Saved data entries:
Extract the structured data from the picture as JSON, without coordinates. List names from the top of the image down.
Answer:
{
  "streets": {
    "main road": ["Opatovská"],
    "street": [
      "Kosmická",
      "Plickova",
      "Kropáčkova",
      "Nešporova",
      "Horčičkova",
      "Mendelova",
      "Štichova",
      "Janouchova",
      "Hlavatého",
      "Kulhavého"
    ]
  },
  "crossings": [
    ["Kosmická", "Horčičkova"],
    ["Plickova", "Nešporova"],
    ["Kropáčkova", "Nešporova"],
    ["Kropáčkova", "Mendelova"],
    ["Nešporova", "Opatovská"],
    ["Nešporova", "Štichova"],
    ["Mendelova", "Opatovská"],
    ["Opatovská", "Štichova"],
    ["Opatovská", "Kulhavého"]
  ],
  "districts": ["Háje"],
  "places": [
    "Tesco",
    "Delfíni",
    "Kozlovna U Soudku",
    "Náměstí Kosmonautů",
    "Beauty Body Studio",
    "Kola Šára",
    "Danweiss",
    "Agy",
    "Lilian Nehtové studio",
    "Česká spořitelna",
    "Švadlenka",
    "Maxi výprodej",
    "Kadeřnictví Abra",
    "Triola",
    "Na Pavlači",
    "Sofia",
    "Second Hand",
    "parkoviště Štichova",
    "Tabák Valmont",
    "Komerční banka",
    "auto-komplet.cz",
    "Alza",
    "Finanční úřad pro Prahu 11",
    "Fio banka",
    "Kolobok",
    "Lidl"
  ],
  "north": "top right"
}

Task requirements — All lines in the records with the string "Mendelova" should be copied out.

Solution to this exercise —
      "Mendelova",
    ["Kropáčkova", "Mendelova"],
    ["Mendelova", "Opatovská"],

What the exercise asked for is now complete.